Superbird11/ranges

Lengths of open intervals are reported as if closed

Closed this issue · 3 comments

lmmx commented

I'm working with this library so first of all thank you, looking forward to peeking in the code a bit more (spotted a linked list is involved, neat!) but as requested in the README I just wanted to raise a bug, since I've noticed the lengths of things here don't seem right in a few ways.

I think some parts of this library should expose a length dunder attribute so Python's len can report it, but additionally I think what is being reported is wrong for ranges themselves.

r1 = Range("[0,1)")
r2 = Range("[0,1]")
print(r1.length())
print(r2.length())

1
1

I'm guessing you haven't bothered to cover it because maybe it gets unpleasant for continuous ranges, but thought it was worth asking. In the example here, the empty range has length 1 which just seems wrong to me, I don't know what you think.

For what it's worth, my helper functions to give me the behaviour I want are below, feel free to incorporate any/all/none:

def range_termini(r: Range) -> tuple[int, int]:
    """
    Get the inclusive start and end positions `[start,end]` from a `ranges.Range`.
    These are referred to as the 'termini'. Ranges are always ascending.
    """
    if r.isempty():
        raise ValueError("Empty range has no termini")
    # If range is not empty then can compare regardless of if interval is closed/open
    start = r.start if r.include_start else r.start + 1
    end = r.end if r.include_end else r.end - 1
    return start, end

def range_len(rng: Range) -> int:
    rmin, rmax = range_termini(rng)
    return rmax - rmin

def range_min(r: Range) -> int:
    if r.isempty():
        raise ValueError("Empty range has no minimum")
    return range_termini(r)[0]

def range_max(r: Range) -> int:
    if r.isempty():
        raise ValueError("Empty range has no maximum")
    return range_termini(r)[1]

def validate_range(byte_range: Range | tuple[int, int], allow_empty: bool = True) -> Range:
    "Validate byte_range and convert to `[a,b)` Range if given as integer tuple"
    complain_about_types = (
        f"{byte_range=} must be a `Range` from the `python-ranges`"
        " package or an integer 2-tuple"
    )
    if isinstance(byte_range, tuple):
        if not all(map(lambda x: isinstance(x, int), byte_range)):
            raise TypeError(complain_about_types)
        if len(byte_range) != 2:
            raise TypeError(complain_about_types)
        byte_range = Range(*byte_range)
    elif not isinstance(byte_range, Range):
        raise TypeError(complain_about_types)
    elif not all(map(lambda o: isinstance(o, int), [byte_range.start, byte_range.end])):
        raise TypeError("Ranges must be discrete (use integers for start and end)")
    if not allow_empty and byte_range.isempty():
        raise TypeError("Range is empty")
    return byte_range

def range_span(ranges: list[Range]) -> Range:
    "Assumes input list of RangeSets are in ascending order"
    min_start, _ = range_termini(ranges[0])
    _, max_end = range_termini(ranges[-1])
    return Range(min_start, max_end+1)

(P.S. I've not done so before but if you'd like some help type annotating the library I'd be happy to take a look into that too)

The sole reason __len__() isn't defined is that python doesn't allow that method to return non-integer values (e.g. for ranges with non-integer endpoints [1, 2.5] or non-number values like datetimes), which seems like such an overwhelmingly common scenario that it'd be better to not implement it at all than to implement it wrongly (and then to also have type-checking for comparable but noncontinuous types like strings).
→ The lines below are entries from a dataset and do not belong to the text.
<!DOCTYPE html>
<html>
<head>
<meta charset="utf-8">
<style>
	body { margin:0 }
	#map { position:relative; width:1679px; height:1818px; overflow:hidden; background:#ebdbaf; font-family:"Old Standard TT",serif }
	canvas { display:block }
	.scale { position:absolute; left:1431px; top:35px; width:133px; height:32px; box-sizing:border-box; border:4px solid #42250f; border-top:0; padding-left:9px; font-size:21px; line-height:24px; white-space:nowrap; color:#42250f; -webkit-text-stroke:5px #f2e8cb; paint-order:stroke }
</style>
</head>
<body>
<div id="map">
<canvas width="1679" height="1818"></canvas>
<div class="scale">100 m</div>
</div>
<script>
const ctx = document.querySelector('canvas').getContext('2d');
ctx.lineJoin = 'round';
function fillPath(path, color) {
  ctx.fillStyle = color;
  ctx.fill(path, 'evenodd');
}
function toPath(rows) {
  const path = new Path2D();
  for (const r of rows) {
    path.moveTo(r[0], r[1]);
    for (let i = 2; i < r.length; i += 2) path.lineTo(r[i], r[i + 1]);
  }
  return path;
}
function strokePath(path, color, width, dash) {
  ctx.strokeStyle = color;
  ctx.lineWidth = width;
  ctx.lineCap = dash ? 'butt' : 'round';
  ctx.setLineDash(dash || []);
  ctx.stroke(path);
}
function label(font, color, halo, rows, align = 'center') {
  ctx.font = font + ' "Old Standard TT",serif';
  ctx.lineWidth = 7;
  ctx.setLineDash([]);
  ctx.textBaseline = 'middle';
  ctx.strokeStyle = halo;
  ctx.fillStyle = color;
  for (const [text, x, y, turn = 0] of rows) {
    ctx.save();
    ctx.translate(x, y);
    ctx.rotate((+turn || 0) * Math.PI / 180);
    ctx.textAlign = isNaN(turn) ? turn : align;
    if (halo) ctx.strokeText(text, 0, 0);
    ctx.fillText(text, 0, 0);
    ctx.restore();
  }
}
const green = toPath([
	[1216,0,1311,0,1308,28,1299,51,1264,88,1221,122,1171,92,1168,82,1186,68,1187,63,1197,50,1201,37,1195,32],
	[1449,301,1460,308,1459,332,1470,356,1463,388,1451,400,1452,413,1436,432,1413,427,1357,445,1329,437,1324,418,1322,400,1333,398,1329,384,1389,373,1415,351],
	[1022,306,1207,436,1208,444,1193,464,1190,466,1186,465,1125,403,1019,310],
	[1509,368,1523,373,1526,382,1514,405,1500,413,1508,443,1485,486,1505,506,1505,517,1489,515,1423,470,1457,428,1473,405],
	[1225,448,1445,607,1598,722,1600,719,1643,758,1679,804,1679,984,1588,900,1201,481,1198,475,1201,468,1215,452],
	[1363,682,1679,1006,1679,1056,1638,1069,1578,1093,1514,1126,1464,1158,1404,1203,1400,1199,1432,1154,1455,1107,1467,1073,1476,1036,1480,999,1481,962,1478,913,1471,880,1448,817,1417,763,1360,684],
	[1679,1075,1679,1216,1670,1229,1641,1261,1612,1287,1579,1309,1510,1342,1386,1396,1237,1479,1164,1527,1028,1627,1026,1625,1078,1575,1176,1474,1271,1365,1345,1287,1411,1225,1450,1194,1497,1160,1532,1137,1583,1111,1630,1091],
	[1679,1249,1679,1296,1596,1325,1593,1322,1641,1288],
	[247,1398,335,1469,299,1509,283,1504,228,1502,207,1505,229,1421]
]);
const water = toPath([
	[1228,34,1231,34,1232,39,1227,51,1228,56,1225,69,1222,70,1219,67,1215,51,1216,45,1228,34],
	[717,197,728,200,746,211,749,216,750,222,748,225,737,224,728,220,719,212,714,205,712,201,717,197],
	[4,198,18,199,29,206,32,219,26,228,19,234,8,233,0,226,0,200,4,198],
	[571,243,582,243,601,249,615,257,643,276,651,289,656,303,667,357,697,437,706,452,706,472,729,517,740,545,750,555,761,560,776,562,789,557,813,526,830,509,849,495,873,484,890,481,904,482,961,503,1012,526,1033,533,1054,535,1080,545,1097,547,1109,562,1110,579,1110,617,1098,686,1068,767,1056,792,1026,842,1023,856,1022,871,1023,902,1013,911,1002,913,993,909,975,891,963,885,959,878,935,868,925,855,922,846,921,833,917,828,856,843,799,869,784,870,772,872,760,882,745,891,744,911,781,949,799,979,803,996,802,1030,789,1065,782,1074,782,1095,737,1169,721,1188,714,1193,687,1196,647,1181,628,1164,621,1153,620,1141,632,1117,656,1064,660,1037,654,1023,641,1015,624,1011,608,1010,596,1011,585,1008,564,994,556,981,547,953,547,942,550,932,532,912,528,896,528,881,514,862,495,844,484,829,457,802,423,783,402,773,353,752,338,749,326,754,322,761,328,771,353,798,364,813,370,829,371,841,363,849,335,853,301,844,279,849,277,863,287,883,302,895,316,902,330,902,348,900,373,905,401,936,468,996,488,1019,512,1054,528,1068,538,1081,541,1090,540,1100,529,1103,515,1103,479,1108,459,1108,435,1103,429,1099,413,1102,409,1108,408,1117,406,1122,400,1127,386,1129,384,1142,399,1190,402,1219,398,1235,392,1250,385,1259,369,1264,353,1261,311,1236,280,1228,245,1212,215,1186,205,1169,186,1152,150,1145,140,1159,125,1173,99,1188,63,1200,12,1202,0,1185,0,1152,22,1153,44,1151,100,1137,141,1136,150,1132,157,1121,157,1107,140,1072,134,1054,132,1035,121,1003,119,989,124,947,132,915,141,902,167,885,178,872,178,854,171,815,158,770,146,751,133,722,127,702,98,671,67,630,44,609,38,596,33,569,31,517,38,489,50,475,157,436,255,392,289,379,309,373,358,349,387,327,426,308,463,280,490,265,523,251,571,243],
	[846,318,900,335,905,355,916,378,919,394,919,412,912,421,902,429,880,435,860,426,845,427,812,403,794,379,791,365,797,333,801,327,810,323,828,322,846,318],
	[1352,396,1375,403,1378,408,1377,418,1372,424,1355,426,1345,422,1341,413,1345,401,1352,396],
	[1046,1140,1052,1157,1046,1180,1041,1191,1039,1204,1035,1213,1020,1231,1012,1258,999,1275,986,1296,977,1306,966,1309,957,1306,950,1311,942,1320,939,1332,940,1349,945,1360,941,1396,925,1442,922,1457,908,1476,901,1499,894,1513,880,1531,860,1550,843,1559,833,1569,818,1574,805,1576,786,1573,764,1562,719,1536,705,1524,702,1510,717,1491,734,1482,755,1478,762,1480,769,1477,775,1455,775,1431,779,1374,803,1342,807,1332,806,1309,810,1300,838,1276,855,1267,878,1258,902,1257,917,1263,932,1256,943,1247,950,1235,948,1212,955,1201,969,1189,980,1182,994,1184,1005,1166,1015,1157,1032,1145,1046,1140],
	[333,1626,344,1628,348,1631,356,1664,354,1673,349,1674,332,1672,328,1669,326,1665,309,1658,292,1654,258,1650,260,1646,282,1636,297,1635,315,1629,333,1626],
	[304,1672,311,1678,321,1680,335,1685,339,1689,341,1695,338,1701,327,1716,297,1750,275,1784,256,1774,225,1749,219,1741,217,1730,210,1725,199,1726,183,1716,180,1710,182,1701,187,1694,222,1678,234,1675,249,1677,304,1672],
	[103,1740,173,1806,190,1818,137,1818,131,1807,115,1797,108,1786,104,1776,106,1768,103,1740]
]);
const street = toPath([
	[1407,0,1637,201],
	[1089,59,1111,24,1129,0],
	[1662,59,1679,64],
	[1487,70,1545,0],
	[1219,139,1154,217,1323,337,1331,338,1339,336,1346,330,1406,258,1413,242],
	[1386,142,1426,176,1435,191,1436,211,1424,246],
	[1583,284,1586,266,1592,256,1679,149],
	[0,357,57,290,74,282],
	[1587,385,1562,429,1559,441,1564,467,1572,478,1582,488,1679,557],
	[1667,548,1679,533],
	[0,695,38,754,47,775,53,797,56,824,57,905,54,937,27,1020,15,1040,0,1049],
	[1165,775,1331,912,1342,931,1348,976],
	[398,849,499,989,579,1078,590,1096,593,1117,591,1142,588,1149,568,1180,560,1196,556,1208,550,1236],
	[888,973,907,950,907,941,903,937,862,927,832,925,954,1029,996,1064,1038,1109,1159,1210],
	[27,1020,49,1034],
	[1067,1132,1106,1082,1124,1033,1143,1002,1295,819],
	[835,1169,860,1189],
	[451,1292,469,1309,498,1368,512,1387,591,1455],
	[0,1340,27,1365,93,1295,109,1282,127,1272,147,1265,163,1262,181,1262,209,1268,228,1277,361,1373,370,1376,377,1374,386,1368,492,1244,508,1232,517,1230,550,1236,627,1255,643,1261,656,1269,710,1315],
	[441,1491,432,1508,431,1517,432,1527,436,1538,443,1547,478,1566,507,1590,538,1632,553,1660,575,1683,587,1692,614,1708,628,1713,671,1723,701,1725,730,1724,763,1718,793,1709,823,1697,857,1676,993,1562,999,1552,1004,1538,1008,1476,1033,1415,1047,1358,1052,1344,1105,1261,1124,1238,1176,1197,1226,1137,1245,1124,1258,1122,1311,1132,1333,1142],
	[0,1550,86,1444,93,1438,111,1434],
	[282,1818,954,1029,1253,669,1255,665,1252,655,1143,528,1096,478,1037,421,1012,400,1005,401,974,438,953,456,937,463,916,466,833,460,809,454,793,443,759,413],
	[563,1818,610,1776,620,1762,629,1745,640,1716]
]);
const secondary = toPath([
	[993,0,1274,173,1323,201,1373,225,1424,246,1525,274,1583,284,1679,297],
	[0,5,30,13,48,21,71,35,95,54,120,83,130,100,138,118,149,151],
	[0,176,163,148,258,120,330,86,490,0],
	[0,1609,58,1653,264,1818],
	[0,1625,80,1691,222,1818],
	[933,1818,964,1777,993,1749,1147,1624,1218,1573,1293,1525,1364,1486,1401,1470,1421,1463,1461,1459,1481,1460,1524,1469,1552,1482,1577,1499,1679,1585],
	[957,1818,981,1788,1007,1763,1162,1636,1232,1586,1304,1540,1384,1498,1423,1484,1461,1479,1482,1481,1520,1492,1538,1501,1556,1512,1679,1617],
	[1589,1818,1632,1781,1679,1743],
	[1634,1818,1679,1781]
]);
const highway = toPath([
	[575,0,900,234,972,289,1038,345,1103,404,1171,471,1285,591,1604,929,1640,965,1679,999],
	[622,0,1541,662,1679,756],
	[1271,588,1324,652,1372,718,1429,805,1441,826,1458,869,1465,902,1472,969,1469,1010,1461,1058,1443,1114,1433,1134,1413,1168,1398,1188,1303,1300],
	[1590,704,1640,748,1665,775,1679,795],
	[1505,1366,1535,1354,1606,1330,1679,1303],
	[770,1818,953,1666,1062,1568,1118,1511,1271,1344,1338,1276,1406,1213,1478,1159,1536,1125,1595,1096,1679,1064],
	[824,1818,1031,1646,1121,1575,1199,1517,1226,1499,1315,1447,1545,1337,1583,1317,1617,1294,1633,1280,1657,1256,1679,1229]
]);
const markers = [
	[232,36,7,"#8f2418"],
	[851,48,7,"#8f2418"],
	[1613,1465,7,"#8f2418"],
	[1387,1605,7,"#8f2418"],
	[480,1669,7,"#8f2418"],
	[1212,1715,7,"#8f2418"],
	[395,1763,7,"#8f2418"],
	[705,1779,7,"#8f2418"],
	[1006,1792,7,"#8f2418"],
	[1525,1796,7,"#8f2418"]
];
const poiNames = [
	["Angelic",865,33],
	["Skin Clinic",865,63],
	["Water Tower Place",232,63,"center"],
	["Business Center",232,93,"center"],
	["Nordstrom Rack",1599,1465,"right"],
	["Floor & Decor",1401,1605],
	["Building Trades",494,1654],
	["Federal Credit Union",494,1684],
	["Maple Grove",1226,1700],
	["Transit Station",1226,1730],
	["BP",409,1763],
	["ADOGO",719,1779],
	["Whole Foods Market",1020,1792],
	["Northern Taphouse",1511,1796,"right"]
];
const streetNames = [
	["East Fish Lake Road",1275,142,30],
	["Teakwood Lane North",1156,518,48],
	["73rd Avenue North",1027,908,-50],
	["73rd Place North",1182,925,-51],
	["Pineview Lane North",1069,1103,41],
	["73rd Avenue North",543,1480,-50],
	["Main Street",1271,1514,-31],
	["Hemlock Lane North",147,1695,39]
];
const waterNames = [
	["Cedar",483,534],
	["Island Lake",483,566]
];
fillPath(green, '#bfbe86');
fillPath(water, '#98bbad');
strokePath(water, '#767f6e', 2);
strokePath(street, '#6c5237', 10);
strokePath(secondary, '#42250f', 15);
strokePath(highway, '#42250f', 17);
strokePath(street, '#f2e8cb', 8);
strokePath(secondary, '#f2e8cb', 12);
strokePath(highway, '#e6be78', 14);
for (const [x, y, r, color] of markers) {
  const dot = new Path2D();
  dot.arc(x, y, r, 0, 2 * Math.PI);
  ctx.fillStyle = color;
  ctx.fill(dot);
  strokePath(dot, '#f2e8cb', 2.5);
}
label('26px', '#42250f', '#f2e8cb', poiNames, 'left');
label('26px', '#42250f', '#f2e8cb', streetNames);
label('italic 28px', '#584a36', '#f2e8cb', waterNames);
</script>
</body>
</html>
Which is why .length() is there instead.

.length() always returns max - min if applicable, because I think it's the most mathematically correct. If a range has a closed edge, then obviously its size is max - min. If a range has an open edge, then its size is infinitely close to max - min, which for almost all purposes is indistinguishable. Note that the range [0, 1) is not empty - it contains 0, 0.5, 0.999, etc (if you want strictly integer ranges, I'd think you could just use python's built-in range(), this module isn't meant to cater to that use case).

Since python's range() doesn't support the extra set of operations, though, I could see adding another class (maybe IntegerRange?) with this extra functionality. Feel free to submit a pull request

lmmx commented

Well that sounds like a great idea, leave it with me...

Regarding contributing, would you be open to splitting the single file out into modules instead of one single file, or must this stay fixed? I find it harder to work with one single file but if that's the house rule I'll keep it that way!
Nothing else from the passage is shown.